Waxman, a former U.S. solicitor general under President Bill Clinton, said that Title IX remains an “independent mandate,” but for colleges to comply with the injunction’s expansion of education-related aid, they would “have to come up with the money somewhere.”
The evidence in the case, Waxman added, was that colleges would “reduce the number of ‘non-revenue sports,’ men’s and women’s sports, thus reducing the advantages and offerings available to student-athletes in those other sports.”
Justice Samuel A. Alito Jr. laid out what he said were some of the views of those challenging the NCAA’s definition of amateurism, which was “a pretty stark picture” of “powerhouse football and basketball programs are really exploiting the students that they recruit. They have programs that bring in billions of dollars. … But the athletes themselves have a pretty hard life. They face training requirements that leave little time or energy for study, constant pressure to put sports above study, pressure to drop out of hard majors and hard classes, really shockingly low graduation rates.”
Waxman said that only about 25 colleges nationwide make money on their athletic programs, and that the idea that athletes have low graduation rates was not supported by the evidence in the case, including evidence that NCAA Division I athletes graduate at higher rates than non-athletes.
“Yeah, the athletes on the crew and fencing [teams], but for the powerhouse basketball and football teams, it’s different,” Alito shot back.
“There is a healthy debate going on in legislatures around the country over whether college athletes should, as a matter of principle, be paid,” Waxman said. “Our own view is, if you allow them to be paid, they will be spending even more time on their athletics and devoting even less attention to academics.”
Are concerns about destabilizing college sports overblown?
Kessler, arguing for the student athletes, said that the NCAA had often argued in the past that “economic competition among its member schools would destroy consumer demand for college sports,” only to have certain restrictions invalidated by the courts while consumer demand has continued to flourish.
“This case is more of the same,” Kessler said. “It is just the latest iteration of the repeatedly debunked claims that competition will destroy consumer demand for college sports and that the NCAA should have a judicially created antitrust exemption because of an imaginary revered tradition that they argue for.”
Chief Justice John G. Roberts Jr. appeared most sympathetic to the NCAA’s case.
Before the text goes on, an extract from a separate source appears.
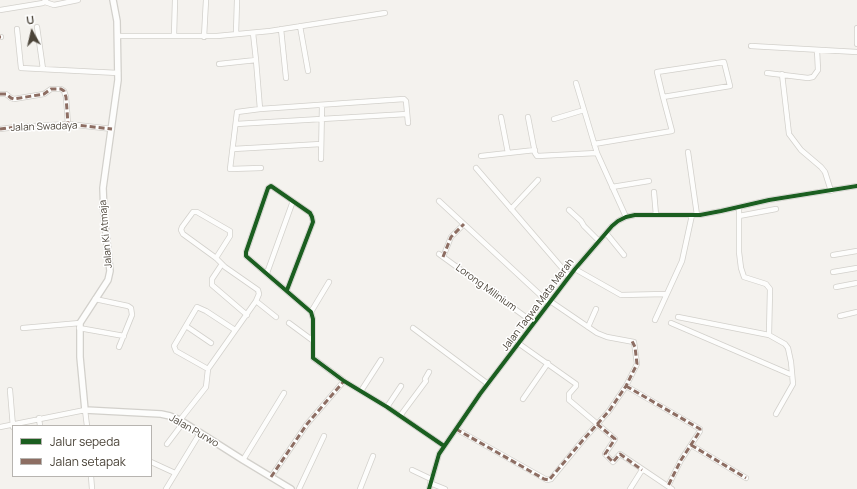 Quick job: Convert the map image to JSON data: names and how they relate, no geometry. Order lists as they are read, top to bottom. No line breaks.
{"streets":{"street":["Jalan Swadaya","Jalan Ki Atmaja","Lorong Milinium","Jalan Taqwa Mata Merah","Jalan Purwo"]},"crossings":[["Jalan Swadaya","Jalan Ki Atmaja"],["Lorong Milinium","Jalan Taqwa Mata Merah"]],"legend":["Jalur sepeda","Jalan setapak"],"north":"top"}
He suggested to Kessler that he worried about courts making incremental changes to the NCAA’s rules.
“It’s like a game of Jenga,” Roberts said. “You’ve got this nice solid block [of rules] that protects the sort of product the schools want to provide, and you pull out one log and then another and everything’s fine, then another and another and all of a sudden the whole thing comes crashing down.”
President Joe Biden’s administration argued in support of the student-athletes, with Acting U.S. Solicitor General Elizabeth B. Prelogar answering the chief justice’s concern by saying applying the appropriate antitrust standards “is not going to lead the courts rushing into trying to dismantle the NCAA’s framework rule by rule.”
The argument had a light moment when Waxman mistakenly began an answer from Justice Clarence Thomas by saying, “Well, Mr. Chief Justice …” Thomas interrupted him to say, “Thank you for the promotion by the way.”
Waxman said, “I’m sorry, but I’m sure you would be terrific at that, Justice Thomas.”
Roberts then interjected to say, “There’s no opening, Mr. Waxman.”
Waxman then did his best to get back on track by saying, “There’s nothing more I can say that will not get me into trouble, so let me answer Justice Thomas’s question.”
A decision in the case is expected by late June.